This is a simplified data example.
df <- data.frame(
SU = c(1, 1, NA, NA, NA, NA),
TIME = c(10, 20, 30, 40, 50, 60),
AMT = c(5, 5, NA, NA, 5, 5)
)
I want to generate a new column TFDS, if is.na(SU) == TRUE, using TIME subtract previous AMT not NA row's TIME.
This is what I want.
SU | TIME | AMT | TFDS |
---|---|---|---|
1 | 10 | 5 | NA |
1 | 20 | 5 | NA |
NA | 30 | NA | 10 |
NA | 40 | NA | 20 |
NA | 50 | 5 | 30 |
NA | 60 | 5 | 10 |
I tried dplyr::lag()
, but the output was not what I want.
library(dplyr)
df <- df |>
mutate(
TFDS = if_else(
is.na(SU) == TRUE, TIME - lag(TIME)[!is.na(AMT)], NA
))
I believe dplyr::lag()
should be used there, but how to set [!is.na(AMT)]
?
You can create a temporary column and use tidyr::fill()
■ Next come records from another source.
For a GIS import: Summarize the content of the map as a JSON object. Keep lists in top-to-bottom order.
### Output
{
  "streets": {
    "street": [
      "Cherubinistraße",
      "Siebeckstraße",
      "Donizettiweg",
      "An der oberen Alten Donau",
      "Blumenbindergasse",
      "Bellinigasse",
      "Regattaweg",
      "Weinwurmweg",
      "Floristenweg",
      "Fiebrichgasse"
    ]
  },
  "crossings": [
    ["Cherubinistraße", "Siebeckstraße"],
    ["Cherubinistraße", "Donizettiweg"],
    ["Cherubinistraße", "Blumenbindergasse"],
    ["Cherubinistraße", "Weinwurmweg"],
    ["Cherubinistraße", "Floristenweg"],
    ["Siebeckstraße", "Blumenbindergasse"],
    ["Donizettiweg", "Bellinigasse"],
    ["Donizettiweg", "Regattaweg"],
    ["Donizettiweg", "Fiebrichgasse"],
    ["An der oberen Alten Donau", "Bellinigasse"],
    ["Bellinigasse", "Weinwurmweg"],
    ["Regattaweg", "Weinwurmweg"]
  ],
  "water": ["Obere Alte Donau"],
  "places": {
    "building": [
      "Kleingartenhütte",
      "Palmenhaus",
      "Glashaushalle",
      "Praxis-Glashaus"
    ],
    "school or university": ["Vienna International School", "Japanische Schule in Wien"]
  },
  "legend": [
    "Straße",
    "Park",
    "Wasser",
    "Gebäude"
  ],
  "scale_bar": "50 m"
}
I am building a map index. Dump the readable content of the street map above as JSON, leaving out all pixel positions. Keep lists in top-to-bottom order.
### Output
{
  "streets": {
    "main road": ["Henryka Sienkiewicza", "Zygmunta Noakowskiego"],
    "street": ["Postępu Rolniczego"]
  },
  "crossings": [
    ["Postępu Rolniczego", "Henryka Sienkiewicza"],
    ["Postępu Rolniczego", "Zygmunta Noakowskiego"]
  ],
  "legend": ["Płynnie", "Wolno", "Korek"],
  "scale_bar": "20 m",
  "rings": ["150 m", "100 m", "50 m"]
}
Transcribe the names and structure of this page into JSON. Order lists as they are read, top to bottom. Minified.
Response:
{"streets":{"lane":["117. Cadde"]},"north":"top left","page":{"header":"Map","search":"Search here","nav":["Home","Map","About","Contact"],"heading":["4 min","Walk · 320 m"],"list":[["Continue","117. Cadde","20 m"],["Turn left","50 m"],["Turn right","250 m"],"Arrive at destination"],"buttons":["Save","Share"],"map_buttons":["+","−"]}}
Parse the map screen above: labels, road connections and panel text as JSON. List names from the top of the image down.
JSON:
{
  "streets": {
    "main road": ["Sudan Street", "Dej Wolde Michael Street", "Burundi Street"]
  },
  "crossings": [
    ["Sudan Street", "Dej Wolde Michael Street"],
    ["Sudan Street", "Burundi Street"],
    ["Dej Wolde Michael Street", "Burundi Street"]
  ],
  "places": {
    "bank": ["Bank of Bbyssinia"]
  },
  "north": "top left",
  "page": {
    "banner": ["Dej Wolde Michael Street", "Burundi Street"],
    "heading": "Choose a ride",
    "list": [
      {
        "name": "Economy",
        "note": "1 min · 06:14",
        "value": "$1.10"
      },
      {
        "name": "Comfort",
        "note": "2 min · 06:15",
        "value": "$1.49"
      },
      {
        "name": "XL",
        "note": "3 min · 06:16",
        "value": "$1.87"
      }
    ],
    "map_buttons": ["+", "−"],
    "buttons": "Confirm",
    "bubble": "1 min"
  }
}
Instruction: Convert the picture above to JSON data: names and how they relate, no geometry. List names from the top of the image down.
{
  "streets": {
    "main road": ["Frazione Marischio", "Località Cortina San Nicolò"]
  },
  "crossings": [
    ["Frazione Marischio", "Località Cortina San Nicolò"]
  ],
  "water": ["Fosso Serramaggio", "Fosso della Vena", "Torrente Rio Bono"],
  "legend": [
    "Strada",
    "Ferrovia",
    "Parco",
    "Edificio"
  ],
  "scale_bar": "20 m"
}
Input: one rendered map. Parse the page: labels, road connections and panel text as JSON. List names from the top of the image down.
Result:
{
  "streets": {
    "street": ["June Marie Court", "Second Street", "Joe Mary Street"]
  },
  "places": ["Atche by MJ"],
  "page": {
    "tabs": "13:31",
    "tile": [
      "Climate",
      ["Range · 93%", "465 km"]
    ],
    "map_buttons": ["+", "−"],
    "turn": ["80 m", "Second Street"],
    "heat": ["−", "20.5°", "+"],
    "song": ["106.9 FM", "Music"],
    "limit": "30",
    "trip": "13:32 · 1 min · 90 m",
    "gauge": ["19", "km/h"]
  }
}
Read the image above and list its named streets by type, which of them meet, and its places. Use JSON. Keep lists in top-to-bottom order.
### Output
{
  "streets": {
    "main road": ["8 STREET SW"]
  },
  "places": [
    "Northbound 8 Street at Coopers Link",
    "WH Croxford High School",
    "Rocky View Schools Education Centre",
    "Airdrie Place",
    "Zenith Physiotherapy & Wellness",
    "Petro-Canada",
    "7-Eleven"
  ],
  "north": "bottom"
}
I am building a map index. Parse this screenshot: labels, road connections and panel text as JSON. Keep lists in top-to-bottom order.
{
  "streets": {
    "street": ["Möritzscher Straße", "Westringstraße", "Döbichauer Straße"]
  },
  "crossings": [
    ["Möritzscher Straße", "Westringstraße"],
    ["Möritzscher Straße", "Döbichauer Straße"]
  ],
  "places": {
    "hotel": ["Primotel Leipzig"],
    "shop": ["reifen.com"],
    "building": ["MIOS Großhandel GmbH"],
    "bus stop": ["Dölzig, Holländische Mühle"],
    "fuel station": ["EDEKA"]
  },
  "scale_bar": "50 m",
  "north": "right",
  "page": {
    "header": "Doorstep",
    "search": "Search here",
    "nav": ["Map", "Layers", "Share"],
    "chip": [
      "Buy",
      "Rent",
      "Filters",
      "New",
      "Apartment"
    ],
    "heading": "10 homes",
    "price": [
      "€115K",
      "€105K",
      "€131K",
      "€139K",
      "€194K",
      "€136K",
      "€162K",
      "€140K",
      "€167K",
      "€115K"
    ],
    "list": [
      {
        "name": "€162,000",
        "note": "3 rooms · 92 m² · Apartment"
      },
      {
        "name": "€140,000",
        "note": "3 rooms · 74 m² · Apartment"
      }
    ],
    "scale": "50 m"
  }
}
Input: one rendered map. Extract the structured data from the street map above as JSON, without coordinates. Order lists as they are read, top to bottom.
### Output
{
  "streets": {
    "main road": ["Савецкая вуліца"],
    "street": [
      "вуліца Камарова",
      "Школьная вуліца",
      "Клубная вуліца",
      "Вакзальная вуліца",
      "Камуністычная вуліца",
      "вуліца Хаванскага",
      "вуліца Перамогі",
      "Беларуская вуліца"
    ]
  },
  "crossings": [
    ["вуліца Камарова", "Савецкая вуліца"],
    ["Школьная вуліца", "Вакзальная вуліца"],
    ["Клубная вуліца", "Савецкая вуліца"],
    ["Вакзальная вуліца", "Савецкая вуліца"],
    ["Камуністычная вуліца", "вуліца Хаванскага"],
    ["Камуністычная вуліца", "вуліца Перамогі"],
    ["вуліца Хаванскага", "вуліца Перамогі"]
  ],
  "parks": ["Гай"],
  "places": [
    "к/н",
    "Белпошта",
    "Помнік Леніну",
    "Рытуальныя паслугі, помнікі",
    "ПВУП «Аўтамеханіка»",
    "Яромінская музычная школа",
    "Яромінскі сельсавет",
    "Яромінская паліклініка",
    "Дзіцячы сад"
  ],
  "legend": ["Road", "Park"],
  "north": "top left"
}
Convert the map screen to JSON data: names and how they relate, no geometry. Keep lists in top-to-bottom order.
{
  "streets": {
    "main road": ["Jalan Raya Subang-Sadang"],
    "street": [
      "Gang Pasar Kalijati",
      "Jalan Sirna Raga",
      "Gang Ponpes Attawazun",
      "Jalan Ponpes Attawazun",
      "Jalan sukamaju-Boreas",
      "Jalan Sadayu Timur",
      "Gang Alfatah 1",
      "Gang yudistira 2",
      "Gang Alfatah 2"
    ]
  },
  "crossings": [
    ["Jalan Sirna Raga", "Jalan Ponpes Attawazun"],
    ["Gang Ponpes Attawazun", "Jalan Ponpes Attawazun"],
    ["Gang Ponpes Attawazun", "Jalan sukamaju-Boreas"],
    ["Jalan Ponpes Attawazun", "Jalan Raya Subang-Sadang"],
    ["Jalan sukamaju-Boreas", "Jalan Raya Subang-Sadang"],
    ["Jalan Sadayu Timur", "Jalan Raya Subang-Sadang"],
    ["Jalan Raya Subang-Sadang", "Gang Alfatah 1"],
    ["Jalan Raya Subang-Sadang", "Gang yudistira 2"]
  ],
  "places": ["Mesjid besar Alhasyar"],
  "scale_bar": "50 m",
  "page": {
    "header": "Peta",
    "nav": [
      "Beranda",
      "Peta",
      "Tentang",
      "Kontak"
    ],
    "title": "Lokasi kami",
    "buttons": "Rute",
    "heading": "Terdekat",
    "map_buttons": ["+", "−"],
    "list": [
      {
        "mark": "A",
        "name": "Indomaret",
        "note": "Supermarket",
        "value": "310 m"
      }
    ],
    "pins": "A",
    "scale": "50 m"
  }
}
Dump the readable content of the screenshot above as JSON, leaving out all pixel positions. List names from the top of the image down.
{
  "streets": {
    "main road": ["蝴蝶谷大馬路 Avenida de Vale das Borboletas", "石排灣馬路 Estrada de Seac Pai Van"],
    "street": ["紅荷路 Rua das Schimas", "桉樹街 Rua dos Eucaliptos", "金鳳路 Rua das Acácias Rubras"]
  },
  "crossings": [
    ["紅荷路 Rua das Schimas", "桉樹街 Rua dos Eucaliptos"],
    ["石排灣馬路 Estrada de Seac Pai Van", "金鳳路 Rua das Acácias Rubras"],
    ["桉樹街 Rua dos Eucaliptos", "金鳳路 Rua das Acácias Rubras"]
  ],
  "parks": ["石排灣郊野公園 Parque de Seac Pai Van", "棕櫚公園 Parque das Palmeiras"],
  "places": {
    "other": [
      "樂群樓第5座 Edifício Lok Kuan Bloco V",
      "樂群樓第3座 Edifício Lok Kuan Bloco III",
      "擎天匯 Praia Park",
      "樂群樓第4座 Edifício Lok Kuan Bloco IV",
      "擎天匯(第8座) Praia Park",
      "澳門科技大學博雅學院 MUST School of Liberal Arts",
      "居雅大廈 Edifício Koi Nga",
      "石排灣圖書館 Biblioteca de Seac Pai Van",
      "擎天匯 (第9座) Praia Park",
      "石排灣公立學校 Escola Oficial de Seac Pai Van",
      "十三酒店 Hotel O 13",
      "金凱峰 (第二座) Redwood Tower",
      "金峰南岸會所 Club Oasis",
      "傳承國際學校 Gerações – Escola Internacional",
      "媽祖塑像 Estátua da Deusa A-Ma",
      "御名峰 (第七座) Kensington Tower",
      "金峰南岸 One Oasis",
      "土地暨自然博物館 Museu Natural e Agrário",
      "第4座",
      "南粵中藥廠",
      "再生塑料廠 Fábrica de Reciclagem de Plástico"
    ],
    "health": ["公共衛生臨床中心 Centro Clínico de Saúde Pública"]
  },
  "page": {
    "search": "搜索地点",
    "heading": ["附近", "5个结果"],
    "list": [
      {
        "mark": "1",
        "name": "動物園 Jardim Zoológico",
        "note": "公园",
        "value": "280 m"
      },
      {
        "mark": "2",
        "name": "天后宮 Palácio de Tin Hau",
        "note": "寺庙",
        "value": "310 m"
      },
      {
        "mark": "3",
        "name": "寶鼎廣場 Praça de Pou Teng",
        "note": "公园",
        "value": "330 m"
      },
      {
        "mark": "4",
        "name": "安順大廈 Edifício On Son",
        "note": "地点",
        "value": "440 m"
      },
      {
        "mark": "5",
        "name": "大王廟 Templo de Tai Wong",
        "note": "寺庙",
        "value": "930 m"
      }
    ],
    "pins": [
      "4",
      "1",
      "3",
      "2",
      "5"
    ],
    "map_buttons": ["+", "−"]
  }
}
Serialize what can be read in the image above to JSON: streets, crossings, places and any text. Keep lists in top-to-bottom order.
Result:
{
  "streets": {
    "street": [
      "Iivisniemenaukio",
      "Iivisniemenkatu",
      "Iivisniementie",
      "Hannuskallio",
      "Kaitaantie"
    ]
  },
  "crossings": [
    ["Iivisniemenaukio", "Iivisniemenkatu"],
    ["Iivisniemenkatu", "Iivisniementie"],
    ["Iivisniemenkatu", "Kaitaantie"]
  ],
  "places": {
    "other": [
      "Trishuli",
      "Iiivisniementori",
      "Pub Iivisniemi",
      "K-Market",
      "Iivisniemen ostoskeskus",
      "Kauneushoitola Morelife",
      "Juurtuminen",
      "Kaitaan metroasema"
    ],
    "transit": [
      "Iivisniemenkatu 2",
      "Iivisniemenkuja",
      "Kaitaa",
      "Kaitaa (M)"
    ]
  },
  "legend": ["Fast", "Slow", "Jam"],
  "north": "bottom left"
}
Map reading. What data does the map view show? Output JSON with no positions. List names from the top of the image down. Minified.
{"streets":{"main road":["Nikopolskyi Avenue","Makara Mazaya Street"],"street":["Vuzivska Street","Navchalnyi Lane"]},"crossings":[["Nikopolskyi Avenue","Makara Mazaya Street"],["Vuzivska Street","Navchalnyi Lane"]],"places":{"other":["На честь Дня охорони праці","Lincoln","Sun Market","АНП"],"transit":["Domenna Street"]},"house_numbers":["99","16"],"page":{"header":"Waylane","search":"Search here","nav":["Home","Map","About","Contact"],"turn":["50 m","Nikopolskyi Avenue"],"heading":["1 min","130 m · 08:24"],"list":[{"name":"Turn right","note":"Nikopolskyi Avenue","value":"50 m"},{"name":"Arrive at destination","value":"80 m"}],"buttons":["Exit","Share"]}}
to fill down from the TIME value that corresponds to the last non-NA AMT value, then subtract values using lag()
:
library(dplyr)
library(tidyr)
df |>
mutate(tmp = if_else(!is.na(AMT), TIME, NA)) |>
fill(tmp, .direction = "down") |>
mutate(TFDS = if_else(is.na(SU), TIME - lag(tmp), NA)) |>
select(-tmp)
# SU TIME AMT TFDS
# 1 1 10 5 NA
# 2 1 20 5 NA
# 3 NA 30 NA 10
# 4 NA 40 NA 20
# 5 NA 50 5 30
# 6 NA 60 5 10